## WHAT THE TASK REQUIRES
Scan the entries below and tally the lines that include "hidden". Return nothing but the tally.

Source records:
══════════
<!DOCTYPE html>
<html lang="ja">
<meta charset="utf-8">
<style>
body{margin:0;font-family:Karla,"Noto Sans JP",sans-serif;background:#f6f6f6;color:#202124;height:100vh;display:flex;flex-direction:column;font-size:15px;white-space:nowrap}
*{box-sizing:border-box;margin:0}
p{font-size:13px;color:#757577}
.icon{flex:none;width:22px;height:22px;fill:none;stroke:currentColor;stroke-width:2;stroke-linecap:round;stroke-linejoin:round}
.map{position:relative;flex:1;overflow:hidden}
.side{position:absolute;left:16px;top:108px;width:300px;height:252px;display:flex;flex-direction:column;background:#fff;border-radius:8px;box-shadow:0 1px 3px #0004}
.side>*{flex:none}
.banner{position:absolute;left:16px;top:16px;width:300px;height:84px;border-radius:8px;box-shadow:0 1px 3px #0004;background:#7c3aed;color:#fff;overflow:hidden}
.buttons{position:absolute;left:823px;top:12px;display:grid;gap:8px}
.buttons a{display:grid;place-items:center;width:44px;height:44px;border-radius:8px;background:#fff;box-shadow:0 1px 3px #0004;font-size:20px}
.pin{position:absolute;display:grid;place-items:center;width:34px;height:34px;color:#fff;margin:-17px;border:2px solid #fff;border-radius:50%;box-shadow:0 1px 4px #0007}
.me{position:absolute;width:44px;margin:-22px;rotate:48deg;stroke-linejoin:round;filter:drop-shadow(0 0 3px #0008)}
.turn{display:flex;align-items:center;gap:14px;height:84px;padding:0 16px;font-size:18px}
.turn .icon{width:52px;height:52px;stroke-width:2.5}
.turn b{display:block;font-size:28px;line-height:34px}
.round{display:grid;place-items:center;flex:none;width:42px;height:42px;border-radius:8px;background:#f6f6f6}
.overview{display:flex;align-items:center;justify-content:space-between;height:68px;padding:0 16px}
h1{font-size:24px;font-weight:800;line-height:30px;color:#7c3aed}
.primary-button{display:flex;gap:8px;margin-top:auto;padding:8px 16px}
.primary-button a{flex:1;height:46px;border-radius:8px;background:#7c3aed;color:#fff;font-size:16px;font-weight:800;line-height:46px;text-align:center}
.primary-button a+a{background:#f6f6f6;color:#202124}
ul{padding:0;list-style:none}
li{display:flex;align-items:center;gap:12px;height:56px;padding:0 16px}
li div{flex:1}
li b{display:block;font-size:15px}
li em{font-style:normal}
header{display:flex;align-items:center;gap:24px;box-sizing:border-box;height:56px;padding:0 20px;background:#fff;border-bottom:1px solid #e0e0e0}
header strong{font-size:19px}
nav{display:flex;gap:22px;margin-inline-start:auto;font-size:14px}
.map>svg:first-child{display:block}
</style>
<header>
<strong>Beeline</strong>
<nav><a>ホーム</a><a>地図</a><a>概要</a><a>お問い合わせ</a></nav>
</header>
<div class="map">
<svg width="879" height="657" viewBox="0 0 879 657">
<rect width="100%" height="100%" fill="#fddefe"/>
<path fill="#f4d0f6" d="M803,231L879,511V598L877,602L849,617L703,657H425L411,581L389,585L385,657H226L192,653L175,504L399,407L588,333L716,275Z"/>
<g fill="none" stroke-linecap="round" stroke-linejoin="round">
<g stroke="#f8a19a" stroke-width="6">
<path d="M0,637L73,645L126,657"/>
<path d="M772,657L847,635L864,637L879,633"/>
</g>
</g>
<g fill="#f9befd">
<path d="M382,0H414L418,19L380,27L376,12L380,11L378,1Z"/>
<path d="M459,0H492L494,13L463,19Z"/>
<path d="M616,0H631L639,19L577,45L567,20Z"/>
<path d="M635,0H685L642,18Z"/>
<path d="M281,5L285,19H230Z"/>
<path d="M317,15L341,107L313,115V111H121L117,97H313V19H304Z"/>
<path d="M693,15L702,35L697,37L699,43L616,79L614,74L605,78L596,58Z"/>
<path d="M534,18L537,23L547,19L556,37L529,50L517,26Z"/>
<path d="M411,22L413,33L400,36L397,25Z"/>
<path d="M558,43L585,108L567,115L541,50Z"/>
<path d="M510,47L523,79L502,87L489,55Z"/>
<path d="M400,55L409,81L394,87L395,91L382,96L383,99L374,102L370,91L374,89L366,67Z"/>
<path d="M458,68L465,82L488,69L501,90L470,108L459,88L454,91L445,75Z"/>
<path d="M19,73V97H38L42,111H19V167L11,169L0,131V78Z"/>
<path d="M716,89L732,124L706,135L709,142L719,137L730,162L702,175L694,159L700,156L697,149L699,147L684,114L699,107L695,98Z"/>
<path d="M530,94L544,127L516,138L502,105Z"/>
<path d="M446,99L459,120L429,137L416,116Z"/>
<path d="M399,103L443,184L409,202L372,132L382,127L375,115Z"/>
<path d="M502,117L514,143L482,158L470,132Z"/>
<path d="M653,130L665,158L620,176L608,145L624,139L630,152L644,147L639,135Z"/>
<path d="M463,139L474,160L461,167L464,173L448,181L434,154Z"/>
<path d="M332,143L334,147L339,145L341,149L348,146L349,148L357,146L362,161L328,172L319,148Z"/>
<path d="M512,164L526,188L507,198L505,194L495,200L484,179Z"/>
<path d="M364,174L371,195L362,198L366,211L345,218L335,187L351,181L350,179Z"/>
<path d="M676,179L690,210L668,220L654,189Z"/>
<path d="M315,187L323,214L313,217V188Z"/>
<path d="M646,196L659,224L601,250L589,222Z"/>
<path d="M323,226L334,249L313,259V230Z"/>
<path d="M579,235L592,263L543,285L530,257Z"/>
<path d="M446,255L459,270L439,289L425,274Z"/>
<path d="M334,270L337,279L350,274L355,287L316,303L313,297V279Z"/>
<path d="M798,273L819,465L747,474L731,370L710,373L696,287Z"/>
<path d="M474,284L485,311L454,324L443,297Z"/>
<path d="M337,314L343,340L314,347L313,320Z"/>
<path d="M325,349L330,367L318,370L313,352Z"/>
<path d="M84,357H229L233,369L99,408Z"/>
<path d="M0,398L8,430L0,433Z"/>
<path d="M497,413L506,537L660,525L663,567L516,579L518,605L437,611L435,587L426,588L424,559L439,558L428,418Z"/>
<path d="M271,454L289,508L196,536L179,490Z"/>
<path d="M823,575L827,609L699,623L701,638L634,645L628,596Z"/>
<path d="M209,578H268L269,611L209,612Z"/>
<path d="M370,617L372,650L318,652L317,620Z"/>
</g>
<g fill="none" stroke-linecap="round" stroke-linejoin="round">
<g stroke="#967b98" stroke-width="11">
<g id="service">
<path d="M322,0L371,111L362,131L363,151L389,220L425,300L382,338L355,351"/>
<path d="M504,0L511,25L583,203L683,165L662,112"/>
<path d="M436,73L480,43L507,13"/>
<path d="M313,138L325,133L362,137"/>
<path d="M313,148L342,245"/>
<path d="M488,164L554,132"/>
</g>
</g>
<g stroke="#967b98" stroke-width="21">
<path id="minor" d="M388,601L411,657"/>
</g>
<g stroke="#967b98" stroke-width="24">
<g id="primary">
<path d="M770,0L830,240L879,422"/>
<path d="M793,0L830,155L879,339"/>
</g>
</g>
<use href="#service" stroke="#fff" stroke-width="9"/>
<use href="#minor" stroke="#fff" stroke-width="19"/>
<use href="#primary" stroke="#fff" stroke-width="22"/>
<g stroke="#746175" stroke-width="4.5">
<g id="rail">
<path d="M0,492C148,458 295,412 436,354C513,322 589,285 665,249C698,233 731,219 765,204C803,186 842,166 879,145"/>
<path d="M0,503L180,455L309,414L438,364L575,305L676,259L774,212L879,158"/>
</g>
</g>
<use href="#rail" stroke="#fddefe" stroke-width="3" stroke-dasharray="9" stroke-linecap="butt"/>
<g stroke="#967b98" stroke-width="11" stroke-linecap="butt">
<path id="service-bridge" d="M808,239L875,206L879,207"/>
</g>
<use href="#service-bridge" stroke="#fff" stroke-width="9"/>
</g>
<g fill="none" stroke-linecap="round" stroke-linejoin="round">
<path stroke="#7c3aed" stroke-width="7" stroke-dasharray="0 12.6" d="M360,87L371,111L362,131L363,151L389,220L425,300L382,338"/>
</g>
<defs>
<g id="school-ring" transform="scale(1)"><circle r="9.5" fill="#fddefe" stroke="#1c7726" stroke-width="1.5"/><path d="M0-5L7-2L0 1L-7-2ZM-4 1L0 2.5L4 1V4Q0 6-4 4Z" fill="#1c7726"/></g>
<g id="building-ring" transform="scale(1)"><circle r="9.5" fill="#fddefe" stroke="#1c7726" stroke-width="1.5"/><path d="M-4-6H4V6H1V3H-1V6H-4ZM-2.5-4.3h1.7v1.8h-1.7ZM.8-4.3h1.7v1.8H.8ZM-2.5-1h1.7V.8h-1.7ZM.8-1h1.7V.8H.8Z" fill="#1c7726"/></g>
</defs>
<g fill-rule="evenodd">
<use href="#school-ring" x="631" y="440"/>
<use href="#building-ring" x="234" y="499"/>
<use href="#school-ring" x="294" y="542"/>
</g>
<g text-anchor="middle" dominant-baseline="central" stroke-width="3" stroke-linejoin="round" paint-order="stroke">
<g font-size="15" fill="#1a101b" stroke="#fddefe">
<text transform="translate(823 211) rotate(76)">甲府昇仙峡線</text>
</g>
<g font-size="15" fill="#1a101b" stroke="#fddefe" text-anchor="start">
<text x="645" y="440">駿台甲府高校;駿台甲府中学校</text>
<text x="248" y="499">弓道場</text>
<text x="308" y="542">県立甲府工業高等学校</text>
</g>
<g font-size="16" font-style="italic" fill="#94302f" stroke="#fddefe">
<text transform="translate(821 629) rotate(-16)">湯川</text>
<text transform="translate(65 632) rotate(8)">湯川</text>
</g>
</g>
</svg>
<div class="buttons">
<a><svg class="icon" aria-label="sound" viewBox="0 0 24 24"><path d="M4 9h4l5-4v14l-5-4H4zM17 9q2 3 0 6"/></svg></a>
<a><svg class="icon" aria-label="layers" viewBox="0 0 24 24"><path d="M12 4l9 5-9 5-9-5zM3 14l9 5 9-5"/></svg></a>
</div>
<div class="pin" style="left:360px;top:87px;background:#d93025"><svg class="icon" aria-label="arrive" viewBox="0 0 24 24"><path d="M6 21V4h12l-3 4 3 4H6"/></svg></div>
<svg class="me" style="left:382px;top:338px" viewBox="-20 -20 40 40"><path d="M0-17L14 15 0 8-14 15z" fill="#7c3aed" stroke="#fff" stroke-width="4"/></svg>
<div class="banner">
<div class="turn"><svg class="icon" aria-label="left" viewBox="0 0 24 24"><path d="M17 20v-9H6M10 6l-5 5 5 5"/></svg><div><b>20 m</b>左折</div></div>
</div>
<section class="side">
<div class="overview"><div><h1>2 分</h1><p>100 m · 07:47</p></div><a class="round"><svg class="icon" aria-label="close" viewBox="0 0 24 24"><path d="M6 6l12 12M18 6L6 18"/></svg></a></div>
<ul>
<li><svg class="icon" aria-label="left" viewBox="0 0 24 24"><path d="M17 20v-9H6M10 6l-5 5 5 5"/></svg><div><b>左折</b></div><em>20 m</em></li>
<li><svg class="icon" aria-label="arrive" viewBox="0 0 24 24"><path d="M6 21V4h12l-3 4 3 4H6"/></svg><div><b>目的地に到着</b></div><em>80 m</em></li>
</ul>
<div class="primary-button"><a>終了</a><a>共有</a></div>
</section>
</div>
══════════
## RESPONSE
2